Acontecimientos

Lunes, 07 de Mayo, 2018

Nada que perder

Película impactante

 

La película Nada que perder muestra la trayectoria del Obispo Edir Macedo desde la infancia y los primeros desafíos en el interior de Rio de Janeiro, pasando por momentos importantes como la fundación de la Iglesia Universal, hasta la compra de la Record TV. El presentador y escritor Renato Cardoso explicó que la película es una oportunidad para que los espectadores conozcan detalles nunca revelados.

“La mayoría de las personas en Brasil y hasta en otros países solo oyeron hablar del Obispo Edir Macedo por la boca de los que lo odian, de los que temen el crecimiento de la Universal. A lo largo de buena parte de los 40 años, la Iglesia sufrió ataques implacables y las personas no conocían el otro lado de la historia”, comentó Cardoso.

A decir verdad, Nada que perder es una súper producción. La película tiene más de 6 mil extras y fue filmada en 100 locaciones en el interior de Sao Paulo, Brasil y en Rio de Janeiro. Los lugares retratan el Brasil de los años 60, 70, 80 y 90. Además, la producción grabó en locaciones en Israel, Estados Unidos y en África del Sur. El filme está basado en la trilogía de libros con el mismo nombre que se convirtió en best-seller con más de 7 millones de ejemplares vendidos.
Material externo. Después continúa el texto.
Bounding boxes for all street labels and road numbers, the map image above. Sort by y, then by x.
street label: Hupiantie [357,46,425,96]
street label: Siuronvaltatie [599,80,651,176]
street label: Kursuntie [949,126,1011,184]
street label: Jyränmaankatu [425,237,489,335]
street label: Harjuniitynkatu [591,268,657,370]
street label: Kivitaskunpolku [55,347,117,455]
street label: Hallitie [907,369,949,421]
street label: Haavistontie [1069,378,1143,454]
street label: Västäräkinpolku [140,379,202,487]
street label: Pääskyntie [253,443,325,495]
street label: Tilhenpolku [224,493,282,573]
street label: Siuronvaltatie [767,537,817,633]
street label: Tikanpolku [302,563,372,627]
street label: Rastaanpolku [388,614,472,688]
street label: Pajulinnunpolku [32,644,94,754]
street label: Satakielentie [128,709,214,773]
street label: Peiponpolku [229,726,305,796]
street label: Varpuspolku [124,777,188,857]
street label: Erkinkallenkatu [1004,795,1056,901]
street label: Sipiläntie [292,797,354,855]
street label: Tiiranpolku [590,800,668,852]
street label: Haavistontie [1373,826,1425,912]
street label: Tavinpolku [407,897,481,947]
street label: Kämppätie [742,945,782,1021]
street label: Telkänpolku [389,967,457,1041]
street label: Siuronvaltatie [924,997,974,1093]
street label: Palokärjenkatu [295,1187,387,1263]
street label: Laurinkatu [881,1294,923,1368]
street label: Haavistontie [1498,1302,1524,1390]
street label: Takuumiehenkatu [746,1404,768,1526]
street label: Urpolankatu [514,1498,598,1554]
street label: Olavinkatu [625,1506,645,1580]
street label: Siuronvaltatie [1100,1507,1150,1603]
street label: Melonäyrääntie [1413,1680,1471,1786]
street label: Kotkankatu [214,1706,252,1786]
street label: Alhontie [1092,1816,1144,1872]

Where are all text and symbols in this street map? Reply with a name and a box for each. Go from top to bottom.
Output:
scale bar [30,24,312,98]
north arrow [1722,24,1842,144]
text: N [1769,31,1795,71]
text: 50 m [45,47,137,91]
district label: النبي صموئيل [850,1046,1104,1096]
Por otra parte, lo impactante de la historia es que, una vez que se estrenó, personas de distintas religiones y creencias visitaron las salas de cine en el estreno en Brasil, muchas de ellas agobiadas por distintos problemas, pero con la seguridad de que esta historia de superación ayudaría a despertar su fe. ¿El resultado? Muchas han sido bendecidas y se han entregado al Dios de la Biblia.

A continuación, podrás ver uno de los muchos relatos que han surgido desde la aparición de esta película en pantalla grande.

Tras ver Nada que perder fue sanada

 Marli-:Vi la película del Obispo Macedo. En el final de la película, él consagra un pañuelo y habla acerca de cómo usarlo. Cuando llegué a mi casa, me dio un dolor muy fuerte y sentía como si quemara, era un dolor que ya no estaba soportando y mi marido iba a llevarme al hospital.

En ese momento, me acordé del pañuelo y lo puse en donde me dolía. De pronto, eso que estaba dentro de mí salió, ¡no sentía más dolor! De ahí en adelante, me he sentido bien y muchas cosas han mejorado en mi vid. Estoy segura de que sané por completo”.